With resilient economic activity, the need for additional monetary easing has declined, but Trump’s victory, and the consequent increase in policy uncertainty across the Atlantic, deals a blow to tapering talks. We still expect the ECB to announce in December a six- to nine-month extension of its current QE program. In addition, we expect the central bank to change the parameters of the QE in such a way as to maintain low yields on the periphery while allowing long-term yields in core countries to increase (which would take the pressure off banks, particularly in Germany).

Political risks continue to pile up in Europe. In UK, the Brexit drama will take several years to unfold. In France, the Republican and Socialist parties will hold primaries ahead of the 2017 presidential elections. The most likely outcome is a market-friendly one, with former Prime Minister Alain Juppé becoming the Republican nominee and the favorite to win the election next year. But there are alternative scenarios, in which the odds of the Eurosceptic National Front’s Marine Le Pen becoming president increase. In Germany, Angela Merkel is expected to confirm her intention to seek a fourth term as chancellor, but there remains some chance that she won’t and that more “hawkish” candidates will emerge (for example, the current finance minister Wolfgang Schäuble). In Italy, the referendum on constitutional reform is moving toward a defeat for PM Matteo Renzi’s government. Though we do not expect Renzi to resign, he will be in a weaker position to advance the pro-reform agenda needed to boost Italy’s GDP. In Austria, the coming presidential election re-vote is shaping up to give far-right candidate Norbert Hofer the victory, and though parliamentary elections are not due until 2018, the legitimation of an anti-establishment head of state in Austria would give Euro-skepticism even more momentum.
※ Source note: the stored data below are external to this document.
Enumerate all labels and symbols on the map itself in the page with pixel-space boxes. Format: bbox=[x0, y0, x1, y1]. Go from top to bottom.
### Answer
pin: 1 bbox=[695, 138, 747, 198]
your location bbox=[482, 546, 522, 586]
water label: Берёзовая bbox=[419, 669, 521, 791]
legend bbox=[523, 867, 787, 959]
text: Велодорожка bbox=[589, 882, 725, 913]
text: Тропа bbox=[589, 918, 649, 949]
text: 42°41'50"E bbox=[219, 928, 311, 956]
We maintain our GDP forecast for the euro zone at 1.5% and 1.3% for 2016 and 2017, respectively.

China – An aggressive Trump-led protectionism agenda is a new risk, but not our baseline

The recent batch of economic data from China reinforces the “growth stability” story. In 3Q16 China’s real GDP grew by 6.7% yoy, the same pace as in the two previous quarters, while its nominal GDP accelerated slightly, to 7.8% yoy from 7.3%. October data showed industrial production stable at 6.1% yoy and fixed investment roughly stable at 8.8% yoy, as real estate private-led investment offset a small slowdown in public investment.
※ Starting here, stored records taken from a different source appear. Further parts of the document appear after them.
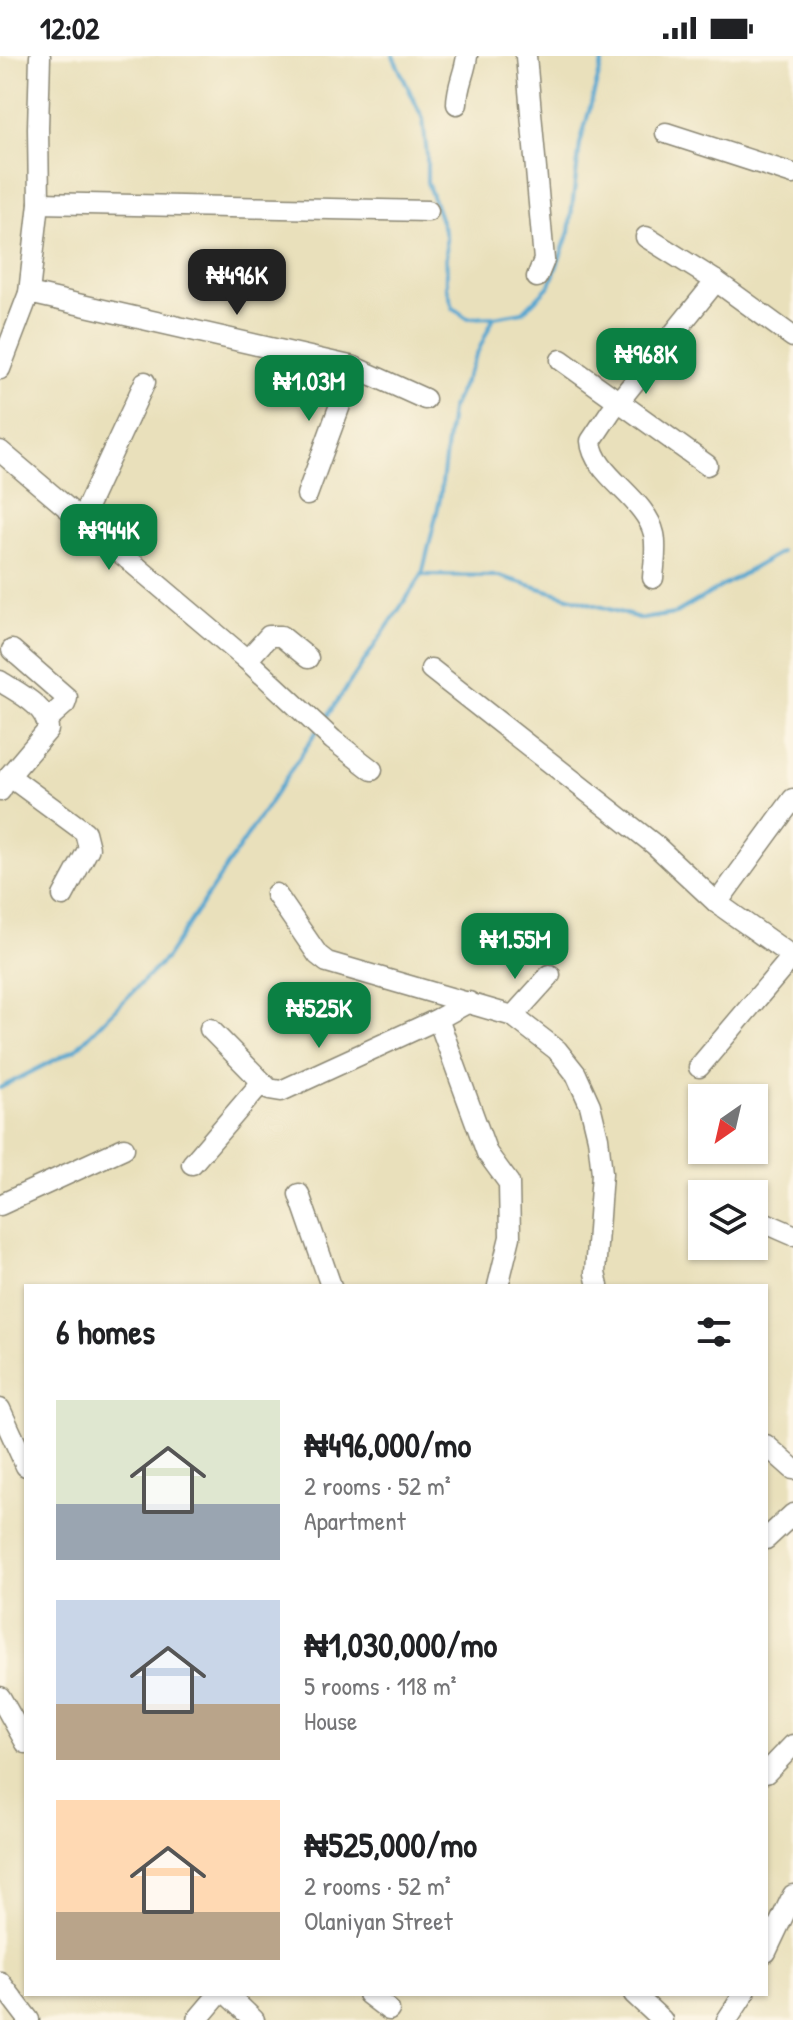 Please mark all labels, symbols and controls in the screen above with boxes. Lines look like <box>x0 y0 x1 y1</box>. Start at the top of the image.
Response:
text: 12:02 <box>40 8 99 48</box>
pin: ₦496K <box>181 249 293 317</box>
text: ₦496K <box>206 257 268 292</box>
pin: ₦968K <box>590 328 702 396</box>
text: ₦968K <box>614 336 678 371</box>
pin: ₦1.03M <box>244 355 374 423</box>
text: ₦1.03M <box>273 363 345 398</box>
pin: ₦944K <box>53 504 165 572</box>
text: ₦944K <box>78 512 140 547</box>
pin: ₦1.55M <box>450 913 580 981</box>
text: ₦1.55M <box>479 921 551 956</box>
pin: ₦525K <box>263 982 375 1050</box>
text: ₦525K <box>286 990 352 1025</box>
north arrow <box>688 1084 768 1164</box>
map controls <box>688 1084 768 1260</box>
button: layers <box>688 1180 768 1260</box>
text: 6 homes <box>56 1309 155 1355</box>
icon: filters <box>692 1310 736 1354</box>
text: ₦496,000/mo <box>304 1422 471 1468</box>
icon: home <box>120 1432 216 1528</box>
text: 2 rooms · 52 m² <box>304 1468 451 1503</box>
text: Apartment <box>304 1503 406 1538</box>
text: ₦1,030,000/mo <box>304 1622 497 1668</box>
icon: home <box>120 1632 216 1728</box>
text: 5 rooms · 118 m² <box>304 1668 457 1703</box>
text: House <box>304 1703 357 1738</box>
text: ₦525,000/mo <box>304 1822 477 1868</box>
icon: home <box>120 1832 216 1928</box>
text: 2 rooms · 52 m² <box>304 1868 451 1903</box>
text: Olaniyan Street <box>304 1903 453 1938</box>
We expect this growth stability to extend into 2017. Why? The leadership transition in 2017; stronger real estate investment; higher corporate profits due to a weaker currency and the end of PPI deflation; and the ability to control the timing of painful adjustments. The first round of the leadership transition was favorable to president Xi Jinping’s quest to consolidate power, but he may need a strong economy to continue to suppress rival factions within the Party throughout the process.
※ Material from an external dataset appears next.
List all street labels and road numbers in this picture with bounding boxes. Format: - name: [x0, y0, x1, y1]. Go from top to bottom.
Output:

The main short term risk is an overheating of the housing sector, but the issue seems to be localized and macro prudential policies might be sufficient to deal with it. If localized and macro prudential policies fail to cool down the sector in major cities, the government may be forced into a broad-based tightening of monetary conditions, affecting the whole economy. Recent experience suggests that this risk is modest. Both in 2010 and 2013, the government unleashed similar macro-prudential tools, successfully cooling off the housing market without causing an overall growth slowdown.

A “tariff war” between the U.S. and China is a risk, but not our baseline scenario. A potential 45% punitive tariff on Chinese goods was mentioned during the presidential campaign. If such a tariff were imposed, China could respond not only with reciprocal tariffs, but also by punishing U.S. companies domestically and devaluing its currency. The effects would spill over to the world, including the U.S. The consequences of such moves are so unpredictable that we believe any mention by the U.S. of action on tariffs is only a bargaining tool aimed at negotiating better terms.

We maintain our GDP forecasts for China at 6.6% for 2016 and at 6.3% for 2017

Emerging Markets – Improving fundamentals but new headwinds.

Fiscal expansion and higher interest rates in the U.S. will likely put pressure on EM currencies and local rates.

Improving fundamentals in EM, as compared with the recent past provide some cushion. First, the external vulnerability in emerging markets has declined since the taper tantrum in 2013, as current-account balances have improved and foreign reserves as a share of GDP have increased. Second, better growth prospects will likely continue to attract capital flows to emerging markets (see graph). Finally, the currencies of countries with higher interest rates are better protected. In this respect, Latin America and Russia stand out, as their central banks have increased interest rates in the past couple of years to fight higher inflation.

Still, some countries rank worse than others in their external position and hence are more vulnerable to rising in interest rates in DM economies. In relative terms, Colombia, Argentina, Turkey and South Africa have relatively weaker external positions. On the positive side, Brazil, Russia and Indonesia have reduced their external vulnerability since 2013 (see graph).

In addition, the risk of protectionism in the U.S. is negative for EM. Countries with higher trade surpluses with the U.S. (see graph) are more vulnerable.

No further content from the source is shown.